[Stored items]
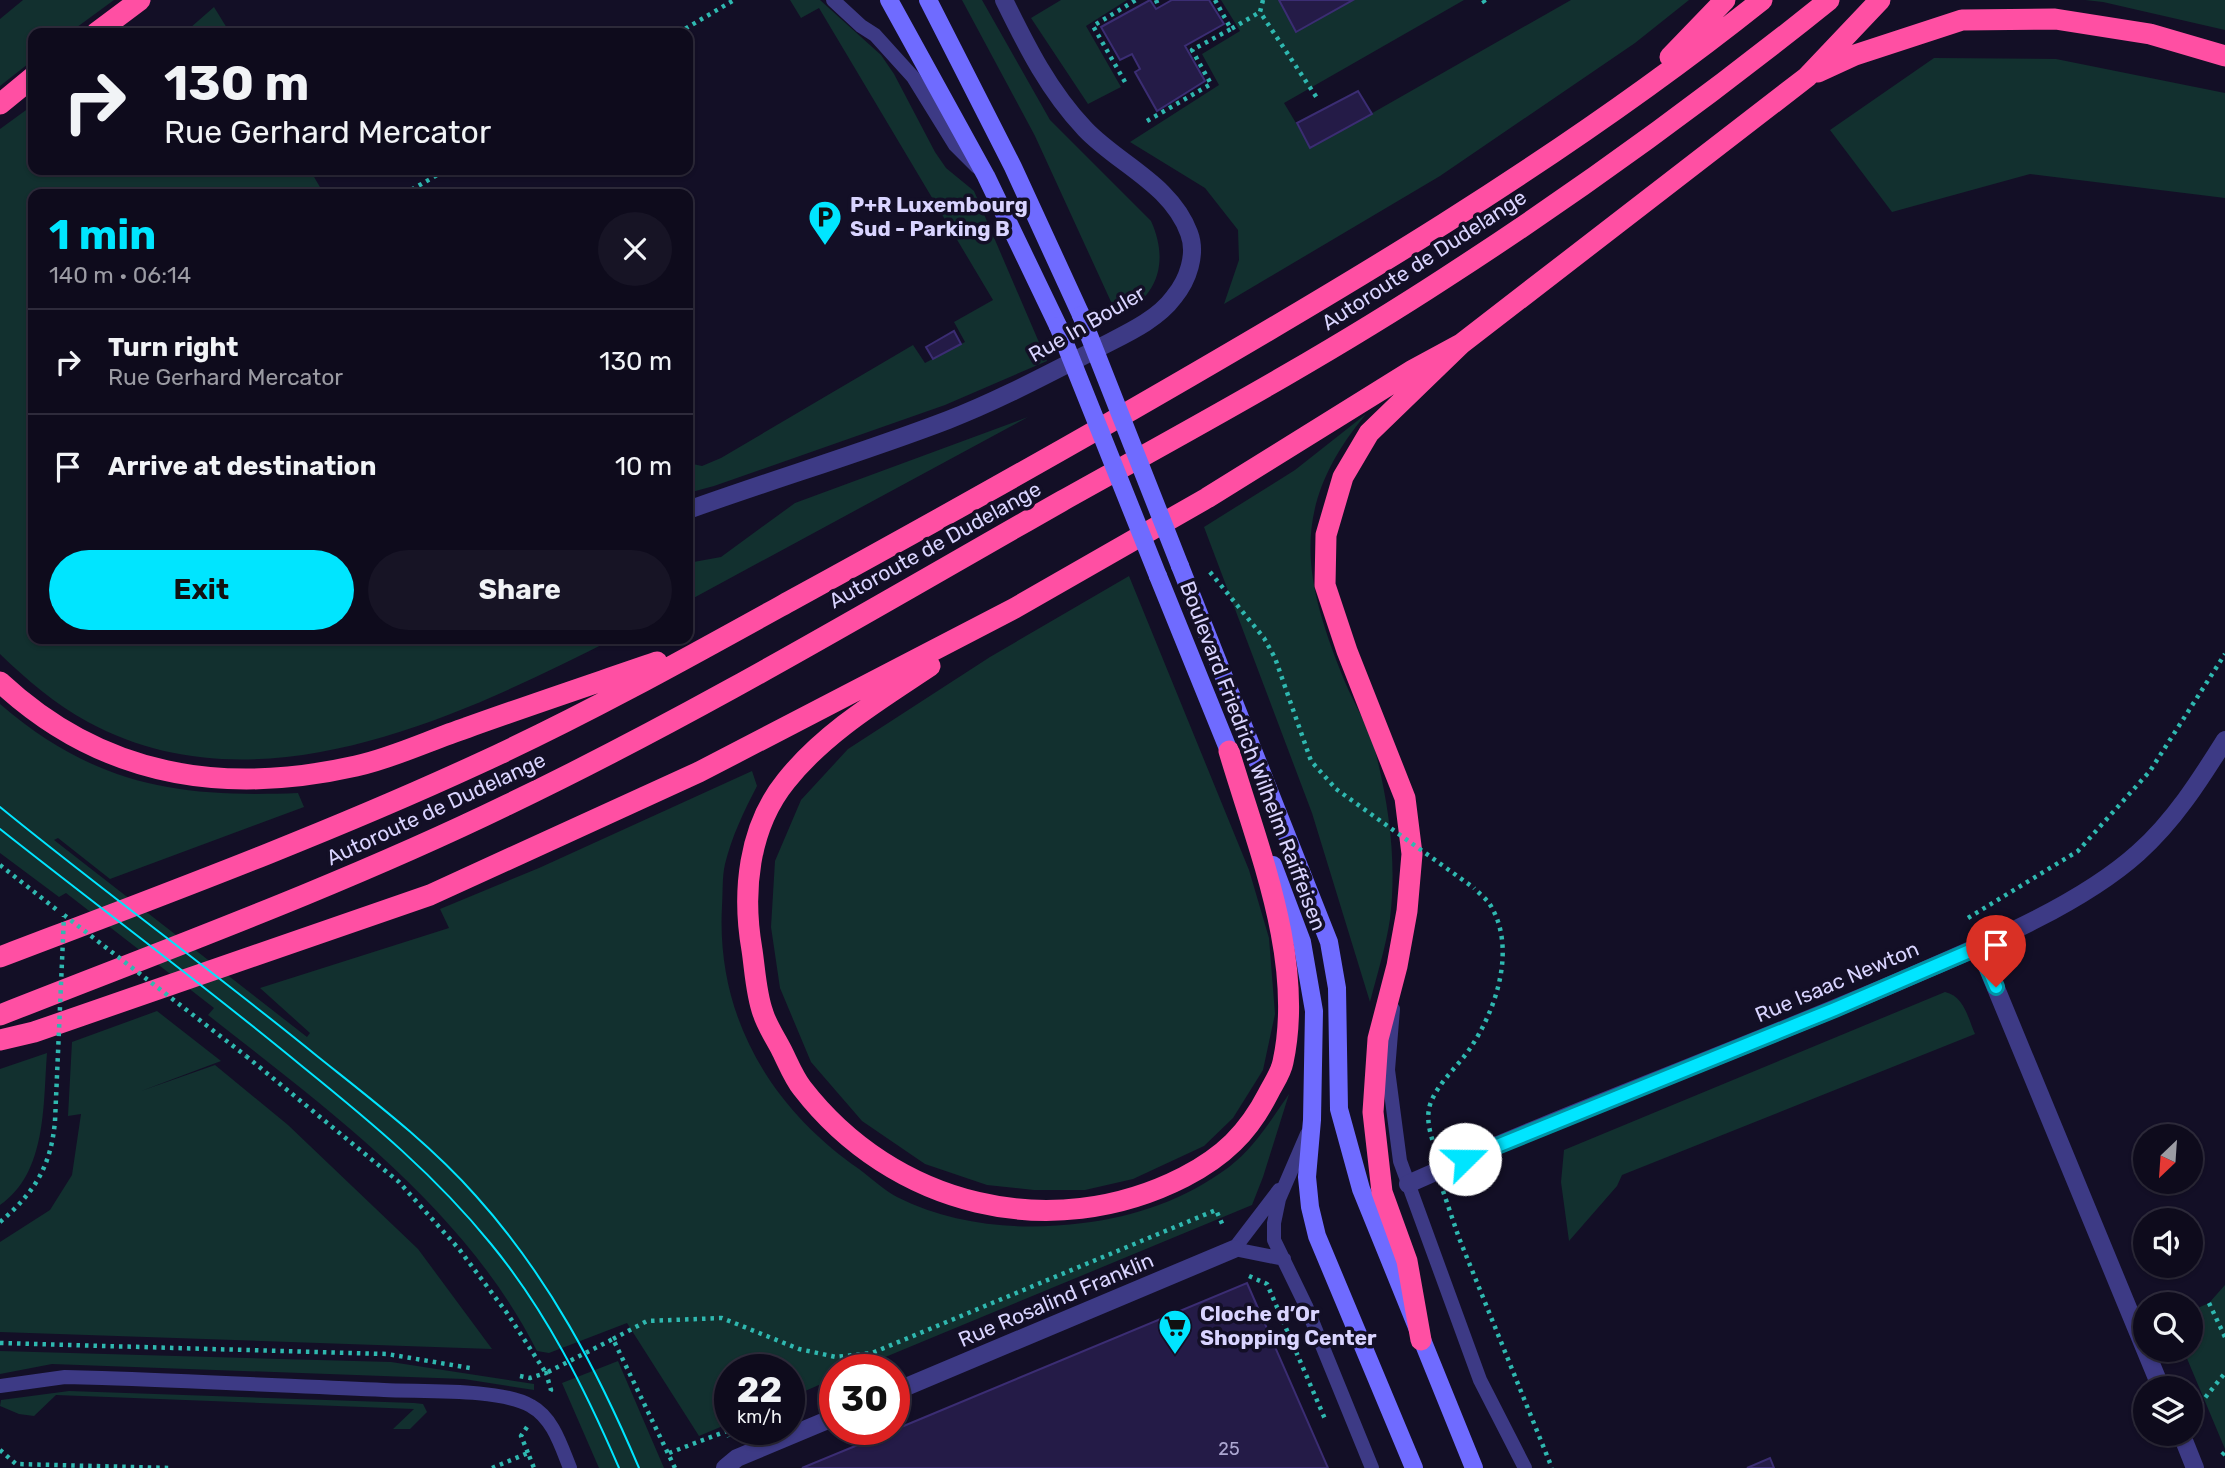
<!DOCTYPE html>
<html lang="en">
<head>
<meta charset="utf-8">
<style>
	body { margin:0; font-family:Rubik,sans-serif; background:#171425; color:#f1f3f6; height:100vh; display:flex; flex-direction:column; font-size:26px; white-space:nowrap }
	* { box-sizing:border-box; margin:0 }
	p { font-size:23px; color:#9b9ba3 }
	.icon { flex:none; width:38px; height:38px; fill:none; stroke:currentColor; stroke-width:2; stroke-linecap:round; stroke-linejoin:round }
	.map { position:relative; flex:1; overflow:hidden }
	.drawer { position:absolute; left:28px; top:189px; width:665px; height:455px; display:flex; flex-direction:column; background:#0e0b1c; border-radius:14px; box-shadow:0 2px 5px #0004,0 0 0 2px #2e2b3b }
	.drawer>* { flex:none }
	.banner { position:absolute; left:28px; top:28px; width:665px; height:147px; border-radius:14px; box-shadow:0 2px 5px #0004,0 0 0 2px #2e2b3b; background:#0e0b1c; color:#f1f3f6; overflow:hidden }
	.needle { width:46px; rotate:205deg }
	.controls { position:absolute; left:2133px; top:1124px; display:grid; gap:14px }
	.controls a { display:grid; place-items:center; width:70px; height:70px; border-radius:50%; background:#0e0b1c; box-shadow:0 2px 5px #0004,0 0 0 2px #2e2b3b; font-size:35px }
	.speed { position:absolute; left:714px; top:1354px; display:flex; gap:14px; font-size:35px; font-weight:700; text-align:center }
	.speed>* { display:grid; place-content:center; width:91px; height:91px; border-radius:50%; background:#0e0b1c; box-shadow:0 2px 5px #0004,0 0 0 2px #2e2b3b; line-height:1 }
	.speed small { font-size:18px; font-weight:400 }
	.speed .limit { border:10px solid #d22; background:#fff; color:#111 }
	.pin { position:absolute; display:grid; place-items:center; width:60px; height:60px; color:#fff; margin:-72px -30px; border-radius:50% 50% 50% 0; rotate:-45deg; box-shadow:0 0 7px #0007 }
	.pin .icon { rotate:45deg }
	.me { position:absolute; width:77px; margin:-38px; rotate:68deg; stroke-linejoin:round; filter:drop-shadow(0 0 5px #0008) }
	.turn { display:flex; align-items:center; gap:24px; height:147px; padding:0 21px; font-size:32px }
	.turn .icon { width:91px; height:91px; stroke-width:2.5 }
	.turn b { display:block; font-size:49px; line-height:60px }
	.round { display:grid; place-items:center; flex:none; width:74px; height:74px; border-radius:37px; background:#171425 }
	.headline { display:flex; align-items:center; justify-content:space-between; height:119px; padding:0 21px }
	h1 { font-size:42px; font-weight:700; line-height:52px; color:#00e5ff }
	.primary-button { display:flex; gap:14px; margin-top:auto; padding:14px 21px }
	.primary-button a { flex:1; height:80px; border-radius:42px; background:#00e5ff; color:#111; font-size:28px; font-weight:700; line-height:80px; text-align:center }
	.primary-button a+a { background:#171425; color:#f1f3f6 }
	ul { padding:0; list-style:none }
	li { display:flex; align-items:center; gap:21px; height:105px; padding:0 21px; border-top:2px solid #2e2b3b }
	li div { flex:1 }
	li b { display:block; font-size:26px }
	li em { font-style:normal }
	.map>svg:first-child { display:block }
	.green { fill:#12302f }
	.building { fill:#241b47; stroke:#3b2d73; stroke-width:2 }
	.lines { fill:none; stroke-linecap:round; stroke-linejoin:round }
	.path { stroke:#2fb8b0; stroke-width:4.5; stroke-dasharray:3.5 5; stroke-linecap:butt }
	.lane { stroke:#3d3a85; stroke-width:14 }
	.street { stroke:#3d3a85; stroke-width:18 }
	.secondary { stroke:#6f6bff; stroke-width:18 }
	.highway { stroke:#ff4fa3; stroke-width:21 }
	.tram { stroke:#00e5ff; stroke-width:2 }
	.path-bridge { stroke:#2fb8b0; stroke-width:4.5; stroke-dasharray:3.5 5; stroke-linecap:butt }
	.secondary-bridge { stroke:#6f6bff; stroke-width:18 }
	.route-casing { stroke:#0095a6; stroke-width:18 }
	.route { stroke:#00e5ff; stroke-width:12 }
	.labels { text-anchor:middle; stroke-width:7; stroke-linejoin:round; paint-order:stroke }
	.number-label { font-size:18px; fill:#aca6d1 }
	.poi-label { font-size:21px; font-weight:bold; fill:#d9d4ff; stroke:#130f26; text-anchor:start }
	.street-label { font-size:21px; fill:#d9d4ff; stroke:#130f26 }
</style>
</head>
<body>
<div class="map">
<svg width="2225" height="1468" viewBox="0 0 2225 1468">
	<rect width="100%" height="100%" fill="#130f26"/>
	<!-- green -->
	<path class="green" d="M 23,0 L 114,0 L 69,33 L 33,33 L 33,60 L 0,86 L 0,19 Z
		M 790,0 L 820,0 L 881,55 L 894,74 L 935,152 L 946,168 L 974,191 L 1047,361 L 945,405 L 714,486 L 688,493 L 688,463 L 702,466 L 721,458 L 913,345 L 925,363 L 965,342 L 954,322 L 993,300 L 819,8 L 801,18 Z
		M 962,0 L 982,0 L 1050,120 L 1151,221 C 1169,261 1159,296 1118,317 L 1035,136 Z
		M 1061,0 L 1127,0 L 1086,26 L 1121,87 L 1088,104 L 1031,18 Z
		M 1221,0 L 1464,0 L 1284,103 L 1311,148 L 1571,0 L 1689,0 L 1635,43 L 1440,176 L 1224,304 L 1239,260 L 1238,230 L 1205,188 L 1130,142 L 1219,85 L 1202,54 L 1240,31 Z
		M 2085,0 L 2225,0 L 2225,30 L 2103,2 Z
		M 214,7 L 230,33 L 170,33 L 190,28 Z
		M 1934,58 L 2056,59 L 2225,93 L 2225,198 L 2030,174 L 1892,212 L 1830,130 Z
		M 33,105 L 33,170 L 310,170 L 324,194 L 33,194 L 33,639 L 613,639 C 459,717 257,814 88,722 C 55,704 27,680 0,654 L 0,129 Z
		M 1366,414 C 1289,507 1302,576 1345,682 C 1354,704 1369,727 1375,750 C 1389,805 1397,862 1390,919 C 1386,946 1377,975 1370,1002 L 1312,813 L 1204,527 L 1295,470 Z
		M 1028,417 L 688,601 L 688,563 L 721,557 L 795,503 Z
		M 1129,576 L 1249,870 L 1269,938 L 1275,1014 L 1263,1070 L 1233,1118 L 1204,1146 L 1133,1179 L 1085,1190 L 1034,1190 L 987,1185 L 925,1164 L 862,1121 L 811,1062 L 780,988 L 771,927 L 775,861 L 801,800 L 848,749 L 990,657 Z
		M 0,704 C 94,785 178,798 298,793 L 304,807 L 110,879 L 58,838 L 54,840 L 307,1037 L 310,1033 L 260,988 L 449,928 L 440,909 L 539,868 L 752,771 L 757,786 C 744,811 732,836 725,864 C 722,877 723,892 722,906 C 716,1016 770,1107 859,1169 C 871,1178 884,1190 897,1197 C 955,1226 1020,1231 1083,1223 C 1135,1217 1186,1199 1229,1167 C 1254,1148 1271,1120 1289,1094 L 1263,1177 L 1252,1205 L 854,1370 L 835,1370 L 835,1378 L 789,1398 L 789,1370 L 730,1370 L 730,1423 L 699,1436 L 627,1323 L 549,1353 L 537,1351 C 465,1209 330,1111 208,1015 L 214,1008 L 66,893 L 59,897 L 0,853 Z
		M 1945,992 C 1964,996 1968,1018 1975,1034 L 1622,1175 L 1617,1186 L 1569,1241 L 1561,1182 L 1564,1150 Z
		M 157,1011 L 221,1061 L 141,1091 L 215,1065 L 288,1125 L 418,1249 L 492,1349 L 0,1332 L 0,1242 L 50,1210 L 72,1175 L 81,1114 L 68,1116 L 72,1042 Z
		M 47,1053 C 43,1104 47,1173 0,1205 L 0,1069 Z
		M 2225,1285 L 2225,1449 L 2183,1349 L 2191,1349 L 2191,1311 L 2209,1303 Z
		M 0,1351 L 391,1362 L 534,1384 L 534,1390 L 464,1379 L 52,1364 L 0,1374 Z
		M 618,1361 L 664,1468 L 599,1468 L 562,1383 Z
		M 69,1391 L 414,1403 L 423,1404 L 427,1412 L 410,1429 L 393,1429 L 414,1409 L 56,1395 L 34,1416 L 19,1414 L 0,1406 L 1,1400 Z"/>
	<!-- building -->
	<path class="building" d="M 1150,0 L 1156,9 L 1172,0 L 1209,0 L 1224,24 L 1185,46 L 1205,81 L 1157,111 L 1135,72 L 1140,69 L 1132,54 L 1120,60 L 1101,27 Z
		M 1279,0 L 1353,0 L 1296,32 Z
		M 1358,91 L 1372,114 L 1310,148 L 1297,123 Z
		M 954,331 L 961,344 L 933,359 L 926,347 Z
		M 1247,1283 L 1328,1468 L 802,1468 L 882,1435 Z
		M 1770,1458 L 1774,1468 L 1747,1468 Z"/>
	<g class="lines">
		<!-- path -->
		<path class="path" d="M 1156,0 L 1159,8
			M 1215,0 L 1231,29 L 1260,12
			M 1263,0 L 1260,12 L 1317,98
			M 1483,0 L 1485,3
			M 678,33 L 734,0
			M 1125,82 L 1093,26 L 1136,0
			M 1147,121 L 1211,84 L 1192,50 L 1231,29
			M 404,194 L 446,170
			M 688,548 L 689,548
			M 1210,572 L 1264,638 L 1275,658 L 1311,761 L 1336,789
			M 0,865 L 57,910
			M 1968,918 L 2078,851 L 2150,771 L 2225,654
			M 246,1056 L 399,1182 L 459,1249 L 507,1313 L 546,1373 L 613,1339 L 675,1468
			M 1435,1148 C 1430,1133 1425,1117 1431,1102 C 1439,1082 1457,1067 1469,1050 C 1496,1011 1518,947 1489,903 C 1485,898 1479,893 1474,888
			M 1443,1191 L 1459,1238 L 1552,1468
			M 0,1222 C 34,1193 51,1167 55,1121
			M 1249,1276 L 1267,1284 L 1325,1419
			M 2209,1303 L 2225,1337
			M 613,1339 L 647,1321 L 722,1318 L 799,1349 L 836,1357 L 872,1353 L 1216,1210 L 1224,1228
			M 0,1343 L 387,1354 L 470,1368
			M 520,1376 L 530,1378 L 546,1373 L 551,1390 L 549,1393
			M 2200,1404 L 2225,1373
			M 527,1427 L 521,1436 L 528,1453
			M 0,1450 L 16,1464 L 171,1468
			M 669,1453 L 727,1431 L 729,1437
			M 2222,1455 L 2225,1452
			M 492,1468 L 528,1453 L 534,1468"/>
		<!-- lane -->
		<path class="lane" d="M 833,0 L 861,26 L 875,35 L 913,77 L 955,145 L 977,167
			M 1393,1009 L 1388,1070 L 1400,1161 L 1480,1380 L 1525,1468
			M 1307,1134 L 1279,1199 L 1274,1223 L 1274,1240 L 1306,1306 L 1372,1468
			M 1279,1190 L 1234,1249 L 1284,1259
			M 0,1386 L 65,1377 L 102,1378 C 196,1381 290,1386 384,1390 C 421,1392 500,1388 531,1406 C 553,1418 561,1446 570,1468"/>
		<!-- street -->
		<path class="street" d="M 688,510 C 774,479 862,453 948,420 C 997,401 1044,376 1091,352 C 1118,337 1155,323 1174,297 C 1188,280 1197,254 1189,233 C 1171,184 1118,164 1085,129 C 1049,91 1027,47 1004,0
			M 1979,947 L 2161,1388
			M 1408,1184 C 1570,1111 1738,1051 1902,980 C 1976,948 2078,907 2138,853 C 2174,821 2200,780 2225,740
			M 894,1392 L 1234,1249
			M 2181,1433 L 2195,1468
			M 725,1468 L 737,1458 L 835,1417"/>
		<!-- secondary -->
		<path class="secondary" d="M 889,0 L 986,176 L 1058,326
			M 928,0 L 1013,167 L 1081,315
			M 1180,566 L 1329,942 L 1337,988 L 1339,1109 L 1361,1189 L 1474,1468
			M 1158,576 L 1233,761
			M 1273,865 L 1302,942 L 1314,1011 L 1312,1120 L 1307,1177 L 1310,1207 L 1317,1236 L 1414,1468"/>
		<!-- highway -->
		<path class="highway" d="M 96,33 L 140,0
			M 1670,57 L 1725,0
			M 1818,72 L 1855,55 L 1962,20 L 2055,19 L 2150,34 L 2225,56
			M 0,104 L 33,77
			M 930,666 C 879,700 824,733 786,781 C 748,828 742,893 752,950 C 755,970 756,994 763,1013 C 767,1026 776,1039 782,1051 C 788,1063 794,1078 802,1088 C 893,1206 1051,1245 1184,1177 C 1223,1157 1248,1133 1268,1094 C 1273,1084 1281,1073 1283,1062 C 1305,960 1258,849 1229,751
			M 0,682 C 102,777 223,796 356,766 C 393,758 430,740 466,728 C 530,705 593,684 657,662
			M 0,957 C 160,896 322,836 478,764 C 585,715 689,657 792,600 C 898,542 1004,483 1109,423 C 1334,294 1559,162 1762,0
			M 0,1015 C 170,948 342,885 507,805 C 697,714 879,605 1062,501 C 1191,429 1321,359 1445,278 C 1578,192 1706,99 1829,0
			M 0,1040 L 34,1032 L 430,895 L 699,772 L 1015,608 L 1207,498 L 1413,370 L 1461,344
			M 1421,1340 L 1407,1261 L 1382,1192 L 1373,1112 L 1378,1039 L 1397,966 L 1407,911 L 1412,854 L 1405,798 L 1347,651 L 1325,585 L 1326,535 L 1343,477 L 1369,433 L 1461,344 L 1807,77 L 1880,0"/>
		<!-- tram -->
		<path class="tram" d="M 0,807 C 104,892 213,971 317,1056 C 372,1100 429,1143 476,1196 C 548,1276 597,1369 639,1468
			M 0,829 C 101,909 204,985 303,1067 C 371,1122 436,1176 491,1244 C 546,1311 585,1389 619,1468"/>
		<!-- path-bridge -->
		<path class="path-bridge" d="M 1336,789 L 1474,888
			M 64,915 L 246,1056
			M 55,1121 L 64,916"/>
		<!-- secondary-bridge -->
		<path class="secondary-bridge" d="M 1081,315 L 1180,566
			M 1058,326 L 1158,576"/>
	</g>
	<g class="lines">
		<defs>
			<path id="route" d="M 1465,1159 L 1835,1009 L 1979,947 L 1996,987"/>
		</defs>
		<!-- route casing -->
		<use href="#route" class="route-casing"/>
		<!-- route -->
		<use href="#route" class="route"/>
	</g>
	<!-- icons -->
	<defs>
		<symbol id="parking-pin" viewBox="-11 -11 22 30"><path d="M0 17L-7.5 6A9.5 9.5 0 1 1 7.5 6Z" fill="#00e5ff" stroke="#130f26"/><path d="M-3.5-5.5H1a3.5 3.5 0 0 1 0 7H-1V5.5H-3.5ZM-1-3.4V-.6H.8a1.4 1.4 0 0 0 0-2.8Z" fill="#111"/></symbol>
		<symbol id="supermarket-pin" viewBox="-11 -11 22 30"><path d="M0 17L-7.5 6A9.5 9.5 0 1 1 7.5 6Z" fill="#00e5ff" stroke="#130f26"/><path d="M-6-5.5h2.5l.6 2H6L4.5 2H-2.5L-4.4-4H-6ZM-1.5 3.2a1.3 1.3 0 1 0 .1 0ZM3 3.2a1.3 1.3 0 1 0 .1 0Z" fill="#111"/></symbol>
	</defs>
	<g fill-rule="evenodd">
		<use href="#parking-pin" x="806" y="198" width="38" height="52"/>
		<use href="#supermarket-pin" x="1156" y="1307" width="38" height="52"/>
	</g>
	<g class="labels">
		<!-- number labels -->
		<g class="number-label">
			<text x="1229" y="1455">25</text>
		</g>
		<!-- poi labels -->
		<g class="poi-label">
			<text x="850" y="212">P+R Luxembourg<tspan x="850" dy="24">Sud - Parking B</tspan></text>
			<text x="1200" y="1321">Cloche d’Or<tspan x="1200" dy="24">Shopping Center</tspan></text>
		</g>
		<!-- street labels -->
		<g class="street-label">
			<text transform="translate(1424 260) rotate(-33)" y="7">Autoroute de Dudelange</text>
			<text transform="translate(1087 324) rotate(-30)" y="7">Rue In Bouler</text>
			<text transform="translate(935 545) rotate(-29)" y="7">Autoroute de Dudelange</text>
			<text transform="translate(1253 756) rotate(69)" y="7">Boulevard Friedrich Wilhelm Raiffeisen</text>
			<text transform="translate(436 809) rotate(-25)" y="7">Autoroute de Dudelange</text>
			<text transform="translate(1837 982) rotate(-23)" y="7">Rue Isaac Newton</text>
			<text transform="translate(1056 1300) rotate(-23)" y="7">Rue Rosalind Franklin</text>
		</g>
	</g>
</svg>
<div class="controls">
<a><svg class="needle" viewBox="-14 -14 28 28"><path d="M0-13l5 13h-10z" fill="#e53935"/><path d="M0 13l5-13h-10z" fill="#9b9ba3"/></svg></a>
<a><svg class="icon" aria-label="sound" viewBox="0 0 24 24"><path d="M4 9h4l5-4v14l-5-4H4zM17 9q2 3 0 6"/></svg></a>
<a><svg class="icon" aria-label="search" viewBox="0 0 24 24"><circle cx="10" cy="10" r="6"/><path d="M15 15l6 6"/></svg></a>
<a><svg class="icon" aria-label="layers" viewBox="0 0 24 24"><path d="M12 4l9 5-9 5-9-5zM3 14l9 5 9-5"/></svg></a>
</div>
<div class="speed"><div>22<small>km/h</small></div><div class="limit">30</div></div>
<div class="pin" style="left:1996px;top:987px;background:#d93025"><svg class="icon" aria-label="arrive" viewBox="0 0 24 24"><path d="M6 21V4h12l-3 4 3 4H6"/></svg></div>
<svg class="me" style="left:1465px;top:1159px" viewBox="-20 -20 40 40"><circle r="19" fill="#fff"/><path d="M0-13L10 11 0 6-10 11z" fill="#00e5ff"/></svg>
<div class="banner">
<div class="turn"><svg class="icon" aria-label="right" viewBox="0 0 24 24"><path d="M7 20v-9h11M14 6l5 5-5 5"/></svg><div><b>130 m</b>Rue Gerhard Mercator</div></div>
</div>
<section class="drawer">
<div class="headline"><div><h1>1 min</h1><p>140 m · 06:14</p></div><a class="round"><svg class="icon" aria-label="close" viewBox="0 0 24 24"><path d="M6 6l12 12M18 6L6 18"/></svg></a></div>
<ul>
<li><svg class="icon" aria-label="right" viewBox="0 0 24 24"><path d="M7 20v-9h11M14 6l5 5-5 5"/></svg><div><b>Turn right</b><p>Rue Gerhard Mercator</p></div><em>130 m</em></li>
<li><svg class="icon" aria-label="arrive" viewBox="0 0 24 24"><path d="M6 21V4h12l-3 4 3 4H6"/></svg><div><b>Arrive at destination</b></div><em>10 m</em></li>
</ul>
<div class="primary-button"><a>Exit</a><a>Share</a></div>
</section>
</div>
</body>
</html>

## [What the task asks]
The answer is the run of lines above from the line containing "font-size:42px; font-weight:700; line-height:52px;" through the line containing "flex:1; height:80px; border-radius:42px;", copied exactly and alone.

## [Your response]
	h1 { font-size:42px; font-weight:700; line-height:52px; color:#00e5ff }
	.primary-button { display:flex; gap:14px; margin-top:auto; padding:14px 21px }
	.primary-button a { flex:1; height:80px; border-radius:42px; background:#00e5ff; color:#111; font-size:28px; font-weight:700; line-height:80px; text-align:center }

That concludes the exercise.